Feel-great fitness that meets you exactly where you are.

It’s time to love the way you move.

Weekly Recommended Workouts

Each week, I post a guided collection of on-demand workouts so you can build the practice that supports your unique body and life.

Most workouts are ~20 minutes (or less!), with longer options when you have more time. Unless I say otherwise, all levels and abilities are welcome, including prenatal, postpartum, and anyone new or returning to fitness.

Each workout is perfect on its own or paired as a warm up or finisher for whatever else you’re doing that day.

Ready to move?Just breathe deep, roll out the mat, and press play.

Want more?

New on-demand workouts drop every Wednesday plus weekly live classes on Google meet - Sundays at 10 am pacific. Or check out my full library on Vimeo.

Featured Workout: 20 Min Total Body with Mini Ball

This week’s new workout features my all-time favorite multi-tasker: the mini ball! It delivers extra resistance AND challenges stability, all while providing feedback so you know when and how to light up your 3D core.

(4 min intro)

Equipment: Mat; Small Ball (or anything else squeezable - optional)

Can be modified all levels and abilities, but please don’t skip the extended intro if you’re pregnant or need extra support!

Featured Workout: 22 Min Upper Body + Core

This week’s new workout ignites the 3D core while fine-tuning the upper body.

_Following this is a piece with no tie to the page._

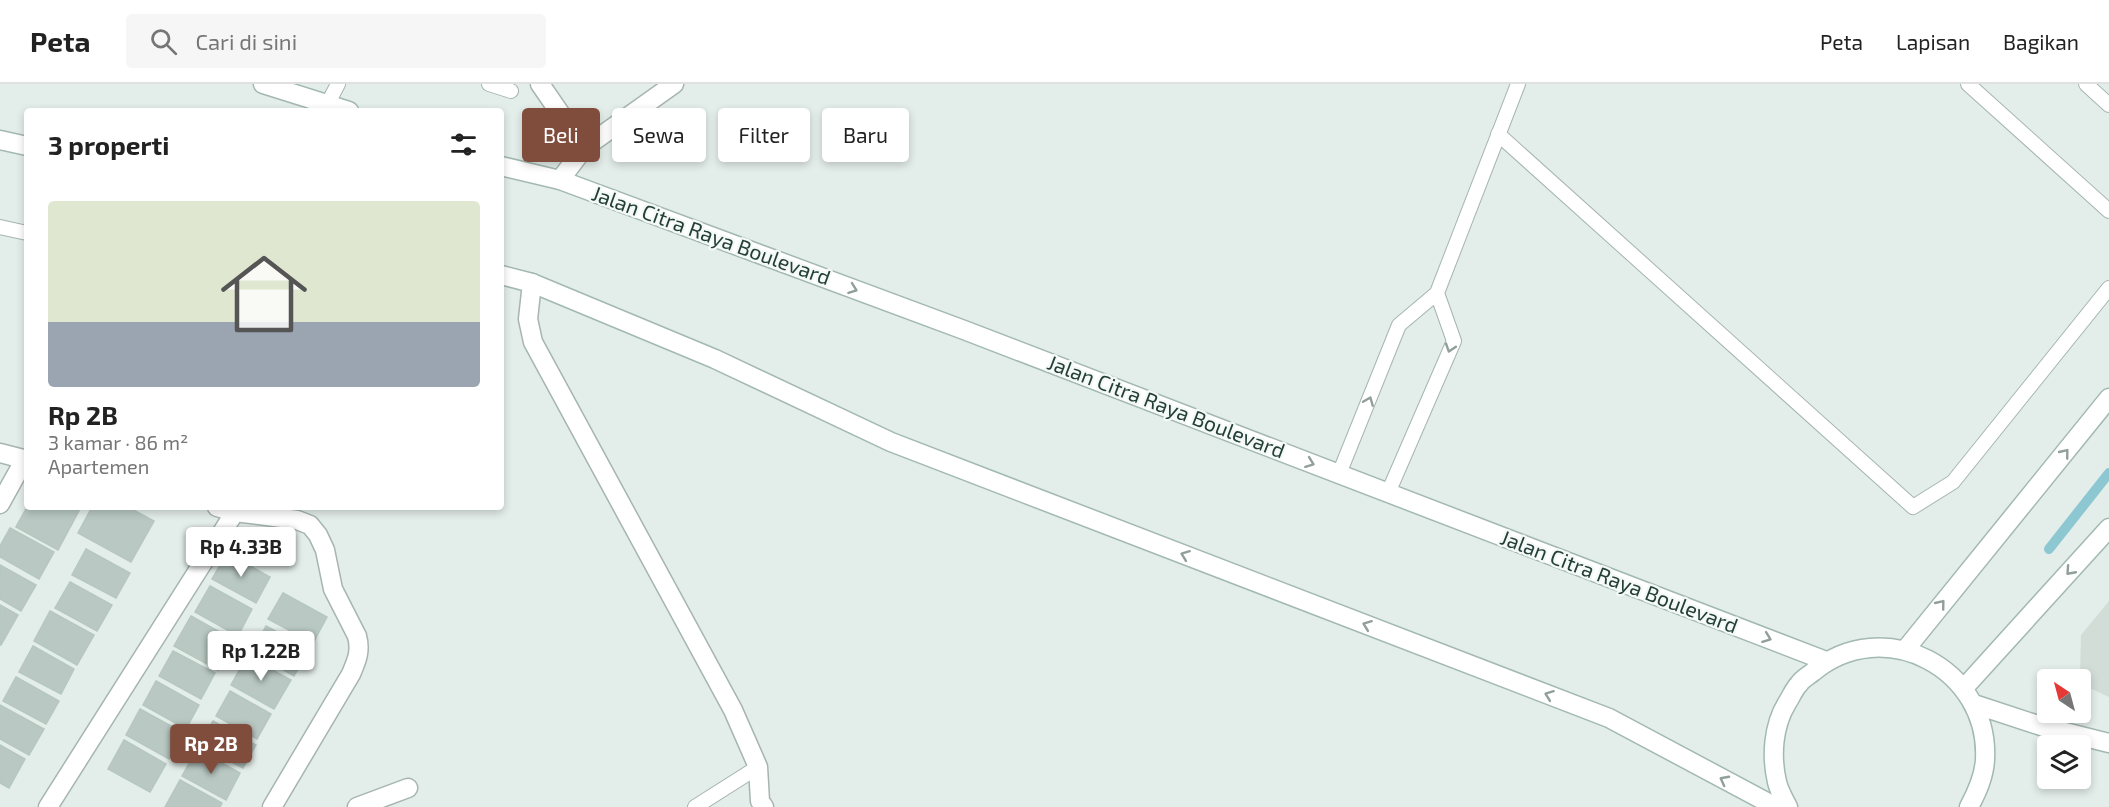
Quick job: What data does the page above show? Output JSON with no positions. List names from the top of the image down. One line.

Through weight-bearing and exercises with light weights, you'll hydrate the joints and build more resiliency through your strong center.

(2 min intro)

Equipment: Mat; Light Weights (1-3 lbs max - optional)

Appropriate for all levels and abilities, including prenatal, postpartum, and anyone new or returning to fitness.

Sunday Pilates: 1 Hr Total Body

Around here, Sundays are made for Pilates. Join us each week at 10 am pacific on Google Meet (on-demand replay always available!). This workout from February 2023 starts with plank variations to light up the core, but then focuses on mobilizing the body. Lots of ab work in this one!

Equipment: Mat; something squeezable like a block, ball, or small pillow (optional); strap or band for stretches (optional)

Welcoming to all levels, but not intended for pregnancies. Modify to suit your needs or check out another prenatal-welcoming option!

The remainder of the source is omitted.